Le aberrazioni sono gli errori indotti nel percorso della luce da parte della lente per via dei fenomeni di rifrazione: la rifrazione è la capacità che ha un corpo attraversato dalla luce, in generale da qualsiasi onda elettromagnetica, di deviarne la direzione. Nel nostro caso il corpo è la lente ma pensate che anche strati d'aria a temperatura e percentuale d'umidità differenti possiedono indici di rifrazione differenti. La luce che colpisce la lente frontale dovrebbe raggiungere il sensore senza evidenti modificazioni, in realtà questo non succede a causa delle deformazioni geometriche e cromatiche. Per semplicità si utilizzino tre lunghezze d'onda relative ai colori Rosso, Verde, Blu: i raggi paralleli tra loro che colpiscono la lente frontale, nell’attraversarla vengono deviati con angoli diversi; questo accade perché ogni componente colore possiede una specifica lunghezza d’onda che subisce una rifrazione di un determinato indice e di conseguenza, angolo.
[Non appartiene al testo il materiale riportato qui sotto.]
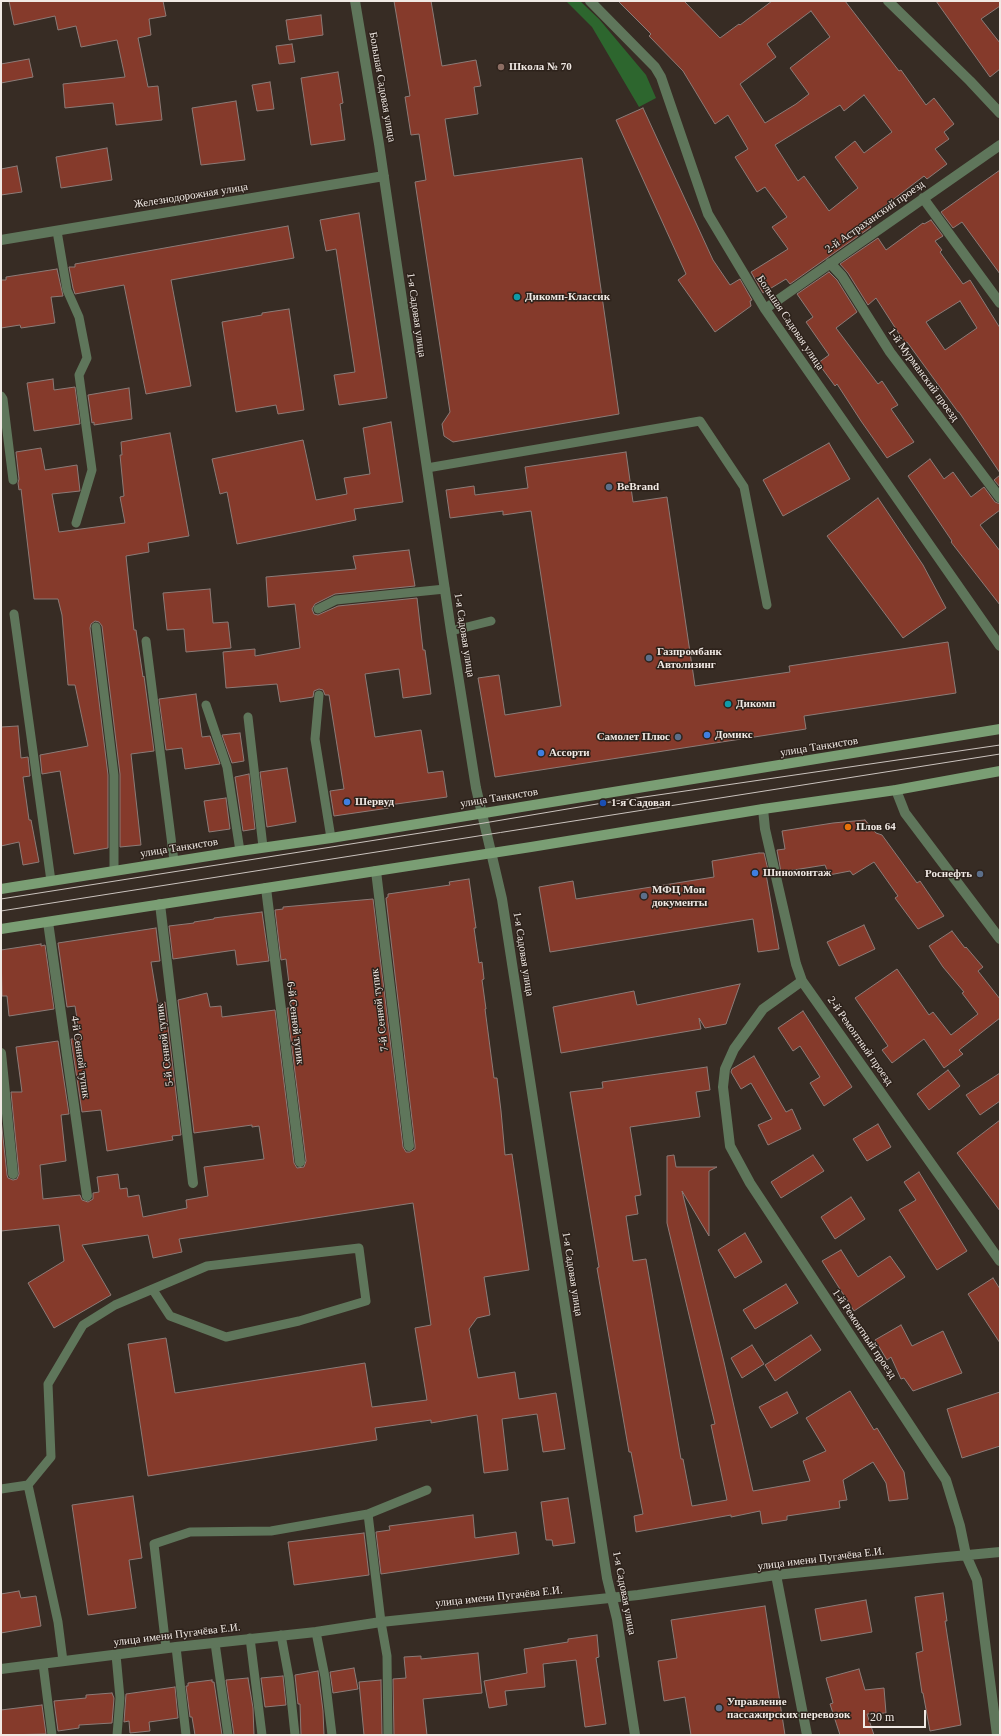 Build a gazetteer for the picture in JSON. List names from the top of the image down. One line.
{"streets":{"main road":["улица Танкистов"],"street":["Большая Садовая улица","Железнодорожная улица","2-й Астраханский проезд","1-я Садовая улица","1-й Мурманский проезд","7-й Сенной тупик","6-й Сенной тупик","2-й Ремонтный проезд","5-й Сенной тупик","4-й Сенной тупик","1-й Ремонтный проезд","улица имени Пугачёва Е.И."]},"crossings":[["Большая Садовая улица","Железнодорожная улица"],["Большая Садовая улица","2-й Астраханский проезд"],["Большая Садовая улица","1-я Садовая улица"],["Железнодорожная улица","1-я Садовая улица"],["2-й Астраханский проезд","1-й Мурманский проезд"],["1-я Садовая улица","улица Танкистов"],["1-я Садовая улица","улица имени Пугачёва Е.И."],["2-й Ремонтный проезд","1-й Ремонтный проезд"],["1-й Ремонтный проезд","улица имени Пугачёва Е.И."]],"places":["Школа № 70","Дикомп-Классик","BeBrand","Газпромбанк Автолизинг","Дикомп","Домикс","Самолет Плюс","Ассорти","Шервуд","1-я Садовая","Плов 64","Шиномонтаж","Роснефть","МФЦ Мои документы","Управление пассажирских перевозок"],"scale_bar":"20 m"}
A livello fotografico tutto questo si traduce in soggetti dai bordi confusi; se sugli stessi bordi predomina una componente colore, in gergo si dice che la foto è affetta da color fringing. Lo stesso fenomeno è forse più noto con il nome di purple fringing poiché la componente rossa è più visibile e viene maggiormente accentuata dal rapporto di ingrandimento dell’obiettivo; nella pratica la causa che lo genera non è solamente la scarsa qualità dell’obiettivo, ma per determinati sensori, anche la presenza di microlenti sulla superficie degli stessi. Di conseguenza anche usando obiettivi di ottima fattura non si elimina del tutto la possibilità di incappare nel purple fringing anche perché il software della fotocamera fa la sua parte e può reagire in maniera diversa addirittura in scatti consecutivi. Il color fringing è un’aberrazione cromatica, poiché funzione del colore ovvero lunghezza d’onda; può essere ridotto utilizzando gruppi di lenti poste a valle della lente frontale che compensino, attraverso i propri indici di rifrazione, la deflessione dovuta dalla prima lente. Si dice che l’obiettivo è composto da lenti acromatiche o da coppiette-triplette apocromatiche. Un altro sistema è quello di costruire lenti con materiali a bassissima dispersione come la fluorite, ma obiettivi di questo tipo sono estremamente costosi.
Le aberrazioni geometriche sono di diversi tipi, prima fra tutte si potrebbe citare l’aberrazione sferica. Come tutti avrete potuto osservare, le lenti degli obbiettivi sono di tipo convesso e riproducono quindi una porzione di superficie sferica; tuttavia la sfera non è la forma ideale per costruire una lente anche se a livello tecnologico risulta più semplice. Proprio questa forma induce un'aberrazione geometrica che causa una distorsione dell'immagine sul piano focale; la soluzione è utilizzare delle lenti asferiche che risolvono proprio questo problema. Un'altra soluzione è costruire la lente in maniera ottimale al suo scopo, ma qui si dovrebbe aprire una parentesi sulla qualità degli obiettivi fissi e degli zoom scatenando un acceso dibattito. Affronteremo l'argomento in altra sede.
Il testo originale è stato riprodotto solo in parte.